Clean Technology

Clean technology refers to renewable energy sources (such as wind power, solar power, biomass, hydropower, and biofuels), recycling, information technology, green transportation (such as electric motors), green chemistry and many other sources of energy efficiency. Its purpose is to create electricity and fuels with a smaller environmental footprint, to minimise pollution, and to make buildings, transport and infrastructure both more energy efficient and environmentally neutral.

Clean technologies can be competitive with, if not superior to, their conventional counterparts, and many offer significant additional benefits. Many countries now have clean technology advocates to speak about the countries’ problems with pollution and inefficiency.

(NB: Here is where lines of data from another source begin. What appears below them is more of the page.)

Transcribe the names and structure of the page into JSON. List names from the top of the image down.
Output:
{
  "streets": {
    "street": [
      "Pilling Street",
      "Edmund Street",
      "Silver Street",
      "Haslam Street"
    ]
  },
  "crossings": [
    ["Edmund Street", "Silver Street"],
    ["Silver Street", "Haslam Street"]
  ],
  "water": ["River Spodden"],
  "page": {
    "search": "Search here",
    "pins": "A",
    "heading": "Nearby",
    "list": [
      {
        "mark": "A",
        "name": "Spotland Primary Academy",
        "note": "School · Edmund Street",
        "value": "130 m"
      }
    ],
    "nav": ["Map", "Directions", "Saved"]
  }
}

New clean technology projects can obtain finance through the generation of carbon credits. A carbon credit is the term for any tradable certificate or permit representing the right to emit one tonne of carbon dioxide, or another greenhouse gas equivalent to one tonne of carbon dioxide.

Carbon credits and carbon markets are a facet of national and international attempts to limit the growth in concentrations of greenhouse gases. The aim is to allow markets to drive industrial and commercial processes in the direction of lower emissions and less carbon intensive approaches than those used when there is no cost to emitting carbon dioxide and other green house gases into the atmosphere.

Investments in clean technology have grown considerably since around the turn of the century. According to UN figures wind, solar, and biofuel companies received almost $150 billion in new funding in 2007, as rising oil prices and a shift in political thinking regarding climate change (in the US, both John McCain and Barrack Obama supported climate change policies in the 2008 Presidential election) encouraged investment in renewable energy. Around $50 billion of that funding went to wind power and, overall, investment in clean-energy and energy-efficiency industries rose 60% from 2006 to 2007.

Cleantech is the term used to describe any product or service that improves operational performance, productivity, or efficiency while at the same time reducing costs, energy, inputs, consumption, waste, or environmental pollution.